Flächengrößen-Berechnungen am Beispiel des Flughafens Baden-Baden
Die folgenden Abbildungen zeigen die Flächengrößen des Flughafens Baden-Baden (Test-Digitalisierung) sowie einer Vergleichsfläche, je in Gauß-Krüger-Projektion und in Bezug auf das zugrundeliegende Bessel-Ellipsoid. Die Polygone sind mit ihren zugehörigen Stützpunkten dargestellt.
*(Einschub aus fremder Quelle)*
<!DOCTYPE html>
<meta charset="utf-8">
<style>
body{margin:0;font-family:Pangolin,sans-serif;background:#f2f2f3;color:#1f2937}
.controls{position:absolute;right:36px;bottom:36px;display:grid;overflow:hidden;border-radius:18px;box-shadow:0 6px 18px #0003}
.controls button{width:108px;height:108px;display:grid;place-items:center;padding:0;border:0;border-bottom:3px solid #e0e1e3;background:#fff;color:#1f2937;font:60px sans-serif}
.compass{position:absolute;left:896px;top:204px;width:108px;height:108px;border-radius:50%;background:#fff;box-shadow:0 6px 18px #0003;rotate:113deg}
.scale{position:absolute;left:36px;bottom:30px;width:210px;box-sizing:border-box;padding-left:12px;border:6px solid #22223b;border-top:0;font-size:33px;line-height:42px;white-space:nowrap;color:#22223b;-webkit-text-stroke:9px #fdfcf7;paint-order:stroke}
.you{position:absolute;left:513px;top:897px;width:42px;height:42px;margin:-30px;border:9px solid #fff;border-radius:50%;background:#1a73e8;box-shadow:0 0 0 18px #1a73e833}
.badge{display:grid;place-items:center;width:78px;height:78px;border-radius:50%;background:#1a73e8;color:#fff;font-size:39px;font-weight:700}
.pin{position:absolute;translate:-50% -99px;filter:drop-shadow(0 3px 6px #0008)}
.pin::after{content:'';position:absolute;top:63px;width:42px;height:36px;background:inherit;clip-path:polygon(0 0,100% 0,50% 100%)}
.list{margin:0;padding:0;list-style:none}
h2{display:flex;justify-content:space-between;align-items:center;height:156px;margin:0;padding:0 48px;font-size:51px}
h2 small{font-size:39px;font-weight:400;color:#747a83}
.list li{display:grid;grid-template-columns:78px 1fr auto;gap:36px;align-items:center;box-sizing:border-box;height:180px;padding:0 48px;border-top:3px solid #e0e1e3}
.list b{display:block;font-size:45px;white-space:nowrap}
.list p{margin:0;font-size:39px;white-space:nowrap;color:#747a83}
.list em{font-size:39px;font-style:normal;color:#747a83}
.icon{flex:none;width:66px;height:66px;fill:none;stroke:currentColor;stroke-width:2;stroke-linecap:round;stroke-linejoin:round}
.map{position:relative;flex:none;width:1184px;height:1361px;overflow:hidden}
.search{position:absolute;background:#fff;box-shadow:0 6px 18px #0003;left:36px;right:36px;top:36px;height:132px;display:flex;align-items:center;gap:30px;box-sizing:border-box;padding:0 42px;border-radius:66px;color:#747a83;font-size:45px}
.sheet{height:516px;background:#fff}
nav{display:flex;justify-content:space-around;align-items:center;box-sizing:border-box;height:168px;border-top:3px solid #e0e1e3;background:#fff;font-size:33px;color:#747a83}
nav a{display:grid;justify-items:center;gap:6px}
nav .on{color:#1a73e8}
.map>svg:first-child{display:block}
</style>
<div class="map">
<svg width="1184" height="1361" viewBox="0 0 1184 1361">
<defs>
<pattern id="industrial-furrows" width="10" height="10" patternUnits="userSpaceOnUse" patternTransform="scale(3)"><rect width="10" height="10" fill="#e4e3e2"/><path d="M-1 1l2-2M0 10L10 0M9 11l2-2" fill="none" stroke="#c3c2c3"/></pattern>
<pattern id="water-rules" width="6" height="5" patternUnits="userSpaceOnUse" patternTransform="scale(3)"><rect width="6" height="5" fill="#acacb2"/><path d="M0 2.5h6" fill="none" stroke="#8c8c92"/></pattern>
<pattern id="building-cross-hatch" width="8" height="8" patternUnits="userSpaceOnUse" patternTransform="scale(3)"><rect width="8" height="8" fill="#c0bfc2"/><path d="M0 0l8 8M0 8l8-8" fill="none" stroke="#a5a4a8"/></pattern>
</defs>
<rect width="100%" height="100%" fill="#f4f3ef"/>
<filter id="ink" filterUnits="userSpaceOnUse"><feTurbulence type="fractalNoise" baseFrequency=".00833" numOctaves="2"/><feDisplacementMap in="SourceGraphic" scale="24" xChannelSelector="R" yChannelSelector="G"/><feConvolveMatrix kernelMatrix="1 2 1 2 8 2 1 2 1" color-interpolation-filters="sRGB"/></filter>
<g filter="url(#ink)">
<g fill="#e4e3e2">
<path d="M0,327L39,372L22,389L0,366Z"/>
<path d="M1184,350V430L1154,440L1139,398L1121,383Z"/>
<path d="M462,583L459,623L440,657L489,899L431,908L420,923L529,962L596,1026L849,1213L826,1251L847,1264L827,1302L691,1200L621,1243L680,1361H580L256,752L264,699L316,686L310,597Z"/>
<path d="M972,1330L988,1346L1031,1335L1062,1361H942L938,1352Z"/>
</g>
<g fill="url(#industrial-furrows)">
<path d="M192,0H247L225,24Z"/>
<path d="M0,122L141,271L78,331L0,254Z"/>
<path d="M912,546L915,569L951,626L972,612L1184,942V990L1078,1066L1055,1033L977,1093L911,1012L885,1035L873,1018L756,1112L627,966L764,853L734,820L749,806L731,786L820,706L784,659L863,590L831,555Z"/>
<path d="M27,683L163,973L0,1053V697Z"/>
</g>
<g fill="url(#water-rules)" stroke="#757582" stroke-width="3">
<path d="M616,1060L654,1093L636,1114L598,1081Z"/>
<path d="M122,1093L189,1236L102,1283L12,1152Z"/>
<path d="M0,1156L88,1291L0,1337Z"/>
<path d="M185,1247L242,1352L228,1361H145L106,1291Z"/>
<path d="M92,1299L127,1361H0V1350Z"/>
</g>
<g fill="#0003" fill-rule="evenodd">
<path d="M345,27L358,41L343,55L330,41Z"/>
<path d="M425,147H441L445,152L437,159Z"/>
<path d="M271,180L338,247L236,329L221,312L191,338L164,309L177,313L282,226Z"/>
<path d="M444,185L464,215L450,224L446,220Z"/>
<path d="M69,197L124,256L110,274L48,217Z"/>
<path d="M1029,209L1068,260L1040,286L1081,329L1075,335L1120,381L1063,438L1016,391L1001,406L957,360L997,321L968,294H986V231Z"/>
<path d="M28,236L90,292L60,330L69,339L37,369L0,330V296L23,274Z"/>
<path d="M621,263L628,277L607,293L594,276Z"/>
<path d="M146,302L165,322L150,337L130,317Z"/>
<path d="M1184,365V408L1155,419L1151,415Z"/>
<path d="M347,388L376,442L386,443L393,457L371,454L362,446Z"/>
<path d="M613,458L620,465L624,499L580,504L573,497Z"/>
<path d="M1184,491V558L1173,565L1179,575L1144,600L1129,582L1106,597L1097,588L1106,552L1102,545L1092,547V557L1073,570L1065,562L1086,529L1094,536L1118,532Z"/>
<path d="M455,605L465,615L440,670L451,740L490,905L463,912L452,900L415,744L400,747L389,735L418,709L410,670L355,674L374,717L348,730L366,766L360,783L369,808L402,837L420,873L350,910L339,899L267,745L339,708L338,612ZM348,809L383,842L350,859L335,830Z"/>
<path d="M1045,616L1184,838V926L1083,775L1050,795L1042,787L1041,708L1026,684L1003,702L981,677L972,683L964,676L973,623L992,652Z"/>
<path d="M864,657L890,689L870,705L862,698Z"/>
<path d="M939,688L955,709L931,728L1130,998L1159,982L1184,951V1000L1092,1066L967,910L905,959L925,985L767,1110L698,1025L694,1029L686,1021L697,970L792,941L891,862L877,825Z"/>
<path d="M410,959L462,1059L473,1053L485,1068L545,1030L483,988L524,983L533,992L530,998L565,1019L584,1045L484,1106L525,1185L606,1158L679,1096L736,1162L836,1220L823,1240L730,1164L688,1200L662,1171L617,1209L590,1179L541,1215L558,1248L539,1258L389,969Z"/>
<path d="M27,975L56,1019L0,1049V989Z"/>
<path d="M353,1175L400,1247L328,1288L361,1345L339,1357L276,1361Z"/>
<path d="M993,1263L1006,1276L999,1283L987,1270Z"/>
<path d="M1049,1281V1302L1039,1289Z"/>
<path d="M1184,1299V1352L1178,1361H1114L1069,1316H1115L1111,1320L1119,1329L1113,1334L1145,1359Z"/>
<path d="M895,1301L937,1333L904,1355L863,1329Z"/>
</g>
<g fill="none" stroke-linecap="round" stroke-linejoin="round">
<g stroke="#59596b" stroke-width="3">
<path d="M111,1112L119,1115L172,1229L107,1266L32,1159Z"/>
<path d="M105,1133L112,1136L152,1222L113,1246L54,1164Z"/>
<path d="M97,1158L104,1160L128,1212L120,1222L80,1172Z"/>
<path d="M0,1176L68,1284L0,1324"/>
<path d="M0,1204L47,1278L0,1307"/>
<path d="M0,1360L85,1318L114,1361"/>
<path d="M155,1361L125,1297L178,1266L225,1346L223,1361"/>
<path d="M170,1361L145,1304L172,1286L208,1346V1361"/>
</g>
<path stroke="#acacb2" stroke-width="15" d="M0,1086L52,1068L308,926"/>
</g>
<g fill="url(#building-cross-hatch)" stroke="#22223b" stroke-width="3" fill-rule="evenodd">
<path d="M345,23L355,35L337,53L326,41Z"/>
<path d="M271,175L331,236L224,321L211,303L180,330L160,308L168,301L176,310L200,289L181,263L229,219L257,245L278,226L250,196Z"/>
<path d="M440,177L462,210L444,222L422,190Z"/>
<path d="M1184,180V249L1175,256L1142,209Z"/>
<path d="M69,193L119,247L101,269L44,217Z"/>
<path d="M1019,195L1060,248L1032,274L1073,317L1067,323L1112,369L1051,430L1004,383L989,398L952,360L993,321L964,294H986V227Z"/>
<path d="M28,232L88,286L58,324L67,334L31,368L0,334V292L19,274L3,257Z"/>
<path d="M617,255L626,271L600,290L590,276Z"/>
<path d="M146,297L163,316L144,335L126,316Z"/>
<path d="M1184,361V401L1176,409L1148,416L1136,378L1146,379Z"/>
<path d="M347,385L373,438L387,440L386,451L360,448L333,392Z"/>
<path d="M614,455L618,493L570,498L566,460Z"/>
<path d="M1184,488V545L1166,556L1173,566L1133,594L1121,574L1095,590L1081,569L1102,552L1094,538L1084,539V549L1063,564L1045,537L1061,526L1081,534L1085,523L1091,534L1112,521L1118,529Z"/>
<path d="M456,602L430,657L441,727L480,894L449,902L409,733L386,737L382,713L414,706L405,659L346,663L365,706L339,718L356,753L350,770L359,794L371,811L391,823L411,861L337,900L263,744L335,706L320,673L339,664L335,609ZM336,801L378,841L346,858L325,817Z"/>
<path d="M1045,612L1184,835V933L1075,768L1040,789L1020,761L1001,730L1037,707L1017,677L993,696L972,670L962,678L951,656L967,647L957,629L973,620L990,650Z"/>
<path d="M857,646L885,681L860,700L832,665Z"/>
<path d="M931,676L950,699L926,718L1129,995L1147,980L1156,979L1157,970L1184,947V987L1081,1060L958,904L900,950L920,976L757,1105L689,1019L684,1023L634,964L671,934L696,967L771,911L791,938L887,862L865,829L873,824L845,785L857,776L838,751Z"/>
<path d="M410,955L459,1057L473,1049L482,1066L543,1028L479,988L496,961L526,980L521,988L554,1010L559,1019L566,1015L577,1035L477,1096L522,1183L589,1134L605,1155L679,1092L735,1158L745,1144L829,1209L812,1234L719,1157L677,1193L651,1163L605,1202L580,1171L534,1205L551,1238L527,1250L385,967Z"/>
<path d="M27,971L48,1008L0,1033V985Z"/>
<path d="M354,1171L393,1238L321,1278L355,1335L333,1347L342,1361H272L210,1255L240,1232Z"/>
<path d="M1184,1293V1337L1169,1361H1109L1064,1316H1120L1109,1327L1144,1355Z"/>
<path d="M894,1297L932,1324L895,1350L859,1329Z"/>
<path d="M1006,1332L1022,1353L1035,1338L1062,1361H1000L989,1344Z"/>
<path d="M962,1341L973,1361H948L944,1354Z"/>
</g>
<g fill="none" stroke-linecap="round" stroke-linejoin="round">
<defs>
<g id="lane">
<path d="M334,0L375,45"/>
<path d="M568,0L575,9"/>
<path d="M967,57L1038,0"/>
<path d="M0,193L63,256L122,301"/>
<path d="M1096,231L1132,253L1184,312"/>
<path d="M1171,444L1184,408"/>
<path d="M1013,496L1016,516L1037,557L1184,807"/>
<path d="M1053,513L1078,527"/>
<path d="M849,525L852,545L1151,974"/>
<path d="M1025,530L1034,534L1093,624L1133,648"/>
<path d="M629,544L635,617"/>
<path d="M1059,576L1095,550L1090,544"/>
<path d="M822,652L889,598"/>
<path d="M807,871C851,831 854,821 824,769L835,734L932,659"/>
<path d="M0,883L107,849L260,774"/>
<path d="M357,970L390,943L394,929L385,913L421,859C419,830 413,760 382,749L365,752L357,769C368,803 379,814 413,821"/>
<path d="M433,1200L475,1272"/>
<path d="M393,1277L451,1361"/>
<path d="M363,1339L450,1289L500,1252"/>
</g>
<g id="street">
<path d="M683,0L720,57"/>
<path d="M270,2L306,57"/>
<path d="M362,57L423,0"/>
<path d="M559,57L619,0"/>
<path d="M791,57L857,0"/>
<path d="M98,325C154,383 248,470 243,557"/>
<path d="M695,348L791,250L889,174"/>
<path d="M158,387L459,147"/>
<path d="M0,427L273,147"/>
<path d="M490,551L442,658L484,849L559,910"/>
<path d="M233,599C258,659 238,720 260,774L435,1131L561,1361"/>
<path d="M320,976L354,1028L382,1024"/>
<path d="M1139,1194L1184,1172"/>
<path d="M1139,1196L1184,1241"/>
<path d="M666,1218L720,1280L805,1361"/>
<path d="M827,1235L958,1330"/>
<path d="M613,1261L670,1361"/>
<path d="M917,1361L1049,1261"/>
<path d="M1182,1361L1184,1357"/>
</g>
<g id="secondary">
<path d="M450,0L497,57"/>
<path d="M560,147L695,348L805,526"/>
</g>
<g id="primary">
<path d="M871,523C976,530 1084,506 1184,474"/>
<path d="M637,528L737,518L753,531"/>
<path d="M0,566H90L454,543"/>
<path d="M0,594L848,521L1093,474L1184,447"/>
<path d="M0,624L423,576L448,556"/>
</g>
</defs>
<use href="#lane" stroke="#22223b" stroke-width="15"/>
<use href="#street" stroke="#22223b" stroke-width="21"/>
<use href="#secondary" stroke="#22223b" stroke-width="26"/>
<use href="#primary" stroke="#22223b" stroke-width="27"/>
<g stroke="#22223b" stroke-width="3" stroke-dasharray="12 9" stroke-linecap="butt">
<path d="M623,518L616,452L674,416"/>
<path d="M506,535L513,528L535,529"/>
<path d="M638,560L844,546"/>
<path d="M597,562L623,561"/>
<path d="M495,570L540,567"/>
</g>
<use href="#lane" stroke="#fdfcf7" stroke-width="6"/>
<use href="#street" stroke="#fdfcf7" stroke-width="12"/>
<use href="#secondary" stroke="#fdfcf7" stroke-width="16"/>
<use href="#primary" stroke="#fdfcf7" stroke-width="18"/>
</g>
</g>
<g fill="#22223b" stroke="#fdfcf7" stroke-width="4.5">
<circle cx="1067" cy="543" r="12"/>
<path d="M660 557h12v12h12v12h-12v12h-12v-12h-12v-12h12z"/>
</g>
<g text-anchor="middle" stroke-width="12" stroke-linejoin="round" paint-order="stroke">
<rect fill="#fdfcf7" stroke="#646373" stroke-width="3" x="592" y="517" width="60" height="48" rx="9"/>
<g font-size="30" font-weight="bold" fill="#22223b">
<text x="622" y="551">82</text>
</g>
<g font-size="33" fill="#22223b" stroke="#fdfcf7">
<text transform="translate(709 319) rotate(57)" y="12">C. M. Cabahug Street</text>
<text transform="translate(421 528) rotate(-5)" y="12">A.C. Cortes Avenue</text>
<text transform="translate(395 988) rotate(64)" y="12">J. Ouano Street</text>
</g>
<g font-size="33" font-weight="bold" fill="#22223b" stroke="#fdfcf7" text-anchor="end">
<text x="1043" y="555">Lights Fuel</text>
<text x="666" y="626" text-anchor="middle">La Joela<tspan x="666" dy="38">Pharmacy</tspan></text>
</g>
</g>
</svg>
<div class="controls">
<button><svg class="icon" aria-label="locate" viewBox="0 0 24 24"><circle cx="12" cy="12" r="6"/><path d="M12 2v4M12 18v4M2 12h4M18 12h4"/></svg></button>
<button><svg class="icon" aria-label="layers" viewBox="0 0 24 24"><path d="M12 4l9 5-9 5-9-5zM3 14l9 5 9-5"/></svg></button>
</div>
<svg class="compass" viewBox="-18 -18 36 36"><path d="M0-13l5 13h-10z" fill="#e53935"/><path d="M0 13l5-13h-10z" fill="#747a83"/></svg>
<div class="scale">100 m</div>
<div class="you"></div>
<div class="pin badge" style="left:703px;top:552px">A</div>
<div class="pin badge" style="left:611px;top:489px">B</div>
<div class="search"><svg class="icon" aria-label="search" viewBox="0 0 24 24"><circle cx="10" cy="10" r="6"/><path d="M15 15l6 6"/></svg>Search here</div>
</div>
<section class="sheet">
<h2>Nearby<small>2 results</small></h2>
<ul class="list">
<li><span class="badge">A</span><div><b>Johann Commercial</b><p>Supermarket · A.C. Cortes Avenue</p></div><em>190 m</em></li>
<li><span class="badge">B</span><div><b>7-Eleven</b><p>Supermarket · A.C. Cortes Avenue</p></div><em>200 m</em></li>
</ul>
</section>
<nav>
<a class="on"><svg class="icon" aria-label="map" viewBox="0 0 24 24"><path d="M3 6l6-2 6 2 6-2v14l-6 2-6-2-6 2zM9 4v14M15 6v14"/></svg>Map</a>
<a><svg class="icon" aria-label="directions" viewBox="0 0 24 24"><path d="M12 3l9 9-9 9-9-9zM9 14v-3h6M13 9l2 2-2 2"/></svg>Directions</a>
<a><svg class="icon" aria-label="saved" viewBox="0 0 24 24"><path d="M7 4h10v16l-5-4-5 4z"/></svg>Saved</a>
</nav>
Die zugehörigen Feature Classes haben folgende Eigenschaften:
- Abbildung 1(blau): Default Precision, also eine XY-Auflösung von 0,0001m.
- Abbildung 2 (rot): Default Precision mit verdichteten Stützpunkten in einer Entfernung von 100m.
- Abbildung 3 (grün): Precision 1m XY-Auflösung.
Es zeigt sich: Bei der Bestimmung der Flächeninhalte gilt es einiges zu beachten, je nachdem, welche Genauigkeit man anstrebt. 1 m² ist eben doch nicht immer 1 m².